EXERCISE INSTRUCTIONS ▸ Each line below that contains the word "fill" is to be counted; give only the final number.

(Saved data entries)
------------------------------------------------------------

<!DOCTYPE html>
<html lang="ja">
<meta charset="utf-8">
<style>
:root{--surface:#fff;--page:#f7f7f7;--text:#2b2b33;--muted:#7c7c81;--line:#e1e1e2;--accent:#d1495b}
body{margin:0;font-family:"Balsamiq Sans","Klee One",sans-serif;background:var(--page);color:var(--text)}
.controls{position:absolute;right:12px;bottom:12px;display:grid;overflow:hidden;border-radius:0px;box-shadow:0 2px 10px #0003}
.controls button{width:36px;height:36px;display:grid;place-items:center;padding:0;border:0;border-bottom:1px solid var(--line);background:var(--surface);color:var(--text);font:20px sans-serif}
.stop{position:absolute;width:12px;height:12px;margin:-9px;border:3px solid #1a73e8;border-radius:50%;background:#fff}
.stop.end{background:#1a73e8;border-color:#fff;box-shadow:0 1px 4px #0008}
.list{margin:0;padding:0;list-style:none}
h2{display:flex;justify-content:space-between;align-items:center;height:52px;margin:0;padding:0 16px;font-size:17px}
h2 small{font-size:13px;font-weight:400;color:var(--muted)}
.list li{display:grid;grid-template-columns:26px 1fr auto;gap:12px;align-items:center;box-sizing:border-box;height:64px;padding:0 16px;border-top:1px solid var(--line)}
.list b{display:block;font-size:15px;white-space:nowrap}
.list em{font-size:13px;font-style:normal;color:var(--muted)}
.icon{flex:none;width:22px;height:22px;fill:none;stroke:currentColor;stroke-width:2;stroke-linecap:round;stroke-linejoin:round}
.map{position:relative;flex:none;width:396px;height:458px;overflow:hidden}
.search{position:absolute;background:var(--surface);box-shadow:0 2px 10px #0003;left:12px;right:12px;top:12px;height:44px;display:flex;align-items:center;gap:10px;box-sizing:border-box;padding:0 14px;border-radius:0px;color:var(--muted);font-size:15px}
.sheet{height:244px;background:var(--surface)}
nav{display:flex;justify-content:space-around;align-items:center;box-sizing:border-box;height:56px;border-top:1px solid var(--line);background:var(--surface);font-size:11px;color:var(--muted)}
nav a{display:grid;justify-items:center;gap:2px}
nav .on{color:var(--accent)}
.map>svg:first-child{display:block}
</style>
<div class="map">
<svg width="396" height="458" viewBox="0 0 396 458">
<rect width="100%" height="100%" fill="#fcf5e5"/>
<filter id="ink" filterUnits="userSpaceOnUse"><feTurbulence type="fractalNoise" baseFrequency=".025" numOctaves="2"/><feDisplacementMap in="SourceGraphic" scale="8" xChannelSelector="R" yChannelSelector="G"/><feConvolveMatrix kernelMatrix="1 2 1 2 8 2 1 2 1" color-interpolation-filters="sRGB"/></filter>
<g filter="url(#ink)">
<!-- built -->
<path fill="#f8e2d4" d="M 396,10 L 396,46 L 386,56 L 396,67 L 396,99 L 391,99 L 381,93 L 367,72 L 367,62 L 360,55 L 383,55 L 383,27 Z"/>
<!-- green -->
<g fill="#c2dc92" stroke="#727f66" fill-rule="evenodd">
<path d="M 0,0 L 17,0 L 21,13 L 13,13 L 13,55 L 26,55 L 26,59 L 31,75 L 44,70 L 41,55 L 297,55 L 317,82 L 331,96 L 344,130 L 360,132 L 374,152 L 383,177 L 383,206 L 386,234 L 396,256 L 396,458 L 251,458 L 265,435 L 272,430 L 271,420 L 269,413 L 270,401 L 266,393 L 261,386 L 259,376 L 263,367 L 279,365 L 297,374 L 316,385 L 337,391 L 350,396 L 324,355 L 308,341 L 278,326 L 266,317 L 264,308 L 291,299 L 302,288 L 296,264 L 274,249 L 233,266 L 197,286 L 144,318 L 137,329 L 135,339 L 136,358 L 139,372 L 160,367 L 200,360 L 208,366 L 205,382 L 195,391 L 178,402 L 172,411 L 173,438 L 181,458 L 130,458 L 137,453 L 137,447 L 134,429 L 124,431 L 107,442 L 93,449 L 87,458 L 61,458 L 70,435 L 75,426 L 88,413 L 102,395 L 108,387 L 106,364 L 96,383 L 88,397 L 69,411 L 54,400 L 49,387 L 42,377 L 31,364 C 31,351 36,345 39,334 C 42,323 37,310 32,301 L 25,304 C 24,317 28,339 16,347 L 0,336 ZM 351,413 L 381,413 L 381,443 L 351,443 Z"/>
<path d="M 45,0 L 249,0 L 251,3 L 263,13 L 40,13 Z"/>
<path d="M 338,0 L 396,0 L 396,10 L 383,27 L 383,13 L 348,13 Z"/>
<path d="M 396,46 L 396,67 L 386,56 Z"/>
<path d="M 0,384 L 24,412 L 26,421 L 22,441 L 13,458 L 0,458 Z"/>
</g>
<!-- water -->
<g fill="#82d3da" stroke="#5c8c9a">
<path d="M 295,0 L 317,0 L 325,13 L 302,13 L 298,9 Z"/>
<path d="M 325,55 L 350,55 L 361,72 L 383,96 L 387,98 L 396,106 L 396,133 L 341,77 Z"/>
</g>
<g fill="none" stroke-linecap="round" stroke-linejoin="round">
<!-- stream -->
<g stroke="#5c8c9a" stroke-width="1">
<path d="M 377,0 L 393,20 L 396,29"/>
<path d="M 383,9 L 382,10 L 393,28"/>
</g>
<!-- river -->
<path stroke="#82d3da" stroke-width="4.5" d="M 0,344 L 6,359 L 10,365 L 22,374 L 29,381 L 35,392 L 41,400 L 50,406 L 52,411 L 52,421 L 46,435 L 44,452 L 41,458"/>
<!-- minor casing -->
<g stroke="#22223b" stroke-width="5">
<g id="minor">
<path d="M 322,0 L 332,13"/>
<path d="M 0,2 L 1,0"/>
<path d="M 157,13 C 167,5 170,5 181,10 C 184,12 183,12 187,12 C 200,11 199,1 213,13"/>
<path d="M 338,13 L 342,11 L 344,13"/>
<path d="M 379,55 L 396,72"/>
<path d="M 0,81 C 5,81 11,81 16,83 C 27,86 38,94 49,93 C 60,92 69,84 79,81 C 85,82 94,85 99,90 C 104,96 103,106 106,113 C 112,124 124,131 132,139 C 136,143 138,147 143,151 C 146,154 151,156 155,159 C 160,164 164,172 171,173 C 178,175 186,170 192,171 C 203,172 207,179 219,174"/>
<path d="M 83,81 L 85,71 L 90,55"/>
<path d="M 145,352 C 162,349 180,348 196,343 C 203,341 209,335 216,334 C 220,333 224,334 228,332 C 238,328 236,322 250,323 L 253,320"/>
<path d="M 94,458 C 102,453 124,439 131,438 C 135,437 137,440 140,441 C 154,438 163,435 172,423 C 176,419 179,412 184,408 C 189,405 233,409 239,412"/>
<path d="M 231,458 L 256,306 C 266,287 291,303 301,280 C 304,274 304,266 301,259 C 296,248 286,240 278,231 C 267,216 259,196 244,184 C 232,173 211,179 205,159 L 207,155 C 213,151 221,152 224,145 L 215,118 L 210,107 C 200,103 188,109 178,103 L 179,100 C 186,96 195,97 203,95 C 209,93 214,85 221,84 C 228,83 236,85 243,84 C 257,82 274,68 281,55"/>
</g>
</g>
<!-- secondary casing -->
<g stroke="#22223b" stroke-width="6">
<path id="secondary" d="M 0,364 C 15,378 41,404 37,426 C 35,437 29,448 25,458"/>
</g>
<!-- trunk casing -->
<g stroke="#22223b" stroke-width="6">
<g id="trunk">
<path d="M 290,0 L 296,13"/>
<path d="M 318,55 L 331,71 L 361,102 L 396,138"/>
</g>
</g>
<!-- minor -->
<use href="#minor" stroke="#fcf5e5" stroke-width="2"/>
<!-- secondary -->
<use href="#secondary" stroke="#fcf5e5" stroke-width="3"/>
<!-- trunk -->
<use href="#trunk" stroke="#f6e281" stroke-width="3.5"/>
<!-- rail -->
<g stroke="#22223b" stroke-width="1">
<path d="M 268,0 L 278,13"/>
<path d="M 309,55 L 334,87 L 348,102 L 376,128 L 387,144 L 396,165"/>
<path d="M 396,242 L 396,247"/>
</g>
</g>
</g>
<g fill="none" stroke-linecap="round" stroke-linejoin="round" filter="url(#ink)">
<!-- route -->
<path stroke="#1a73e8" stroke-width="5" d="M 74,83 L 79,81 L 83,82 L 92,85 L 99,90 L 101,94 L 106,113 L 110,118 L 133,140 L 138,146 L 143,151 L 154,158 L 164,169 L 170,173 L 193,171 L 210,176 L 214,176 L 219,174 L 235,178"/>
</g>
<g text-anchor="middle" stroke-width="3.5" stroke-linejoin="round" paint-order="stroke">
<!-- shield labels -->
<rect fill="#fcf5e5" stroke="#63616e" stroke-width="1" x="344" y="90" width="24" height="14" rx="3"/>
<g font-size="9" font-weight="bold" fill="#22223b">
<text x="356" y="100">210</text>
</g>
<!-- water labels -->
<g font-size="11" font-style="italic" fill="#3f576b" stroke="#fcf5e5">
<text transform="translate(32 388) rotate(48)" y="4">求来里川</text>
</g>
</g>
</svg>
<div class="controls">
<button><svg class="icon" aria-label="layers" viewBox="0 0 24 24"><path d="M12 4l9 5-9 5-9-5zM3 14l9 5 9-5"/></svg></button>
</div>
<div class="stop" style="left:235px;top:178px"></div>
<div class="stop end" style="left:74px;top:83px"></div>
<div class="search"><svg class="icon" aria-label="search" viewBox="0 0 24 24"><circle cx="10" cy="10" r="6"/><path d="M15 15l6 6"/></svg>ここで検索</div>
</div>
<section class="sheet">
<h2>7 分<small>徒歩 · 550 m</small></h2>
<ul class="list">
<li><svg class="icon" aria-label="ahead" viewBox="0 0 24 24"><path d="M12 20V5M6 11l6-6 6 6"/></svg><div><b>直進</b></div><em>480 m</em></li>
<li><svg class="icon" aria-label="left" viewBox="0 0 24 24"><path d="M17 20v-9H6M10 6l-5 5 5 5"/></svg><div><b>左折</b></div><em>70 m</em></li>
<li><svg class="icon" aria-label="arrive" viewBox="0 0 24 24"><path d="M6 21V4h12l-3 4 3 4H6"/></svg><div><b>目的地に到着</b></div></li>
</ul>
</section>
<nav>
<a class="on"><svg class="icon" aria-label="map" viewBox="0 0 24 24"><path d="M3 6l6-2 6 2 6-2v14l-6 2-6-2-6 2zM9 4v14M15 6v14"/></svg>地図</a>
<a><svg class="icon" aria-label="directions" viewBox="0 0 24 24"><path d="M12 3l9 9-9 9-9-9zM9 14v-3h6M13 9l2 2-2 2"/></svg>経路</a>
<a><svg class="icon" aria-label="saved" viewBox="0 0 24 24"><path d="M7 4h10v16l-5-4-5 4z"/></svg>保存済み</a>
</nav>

------------------------------------------------------------

WRITTEN ANSWER ▸ 10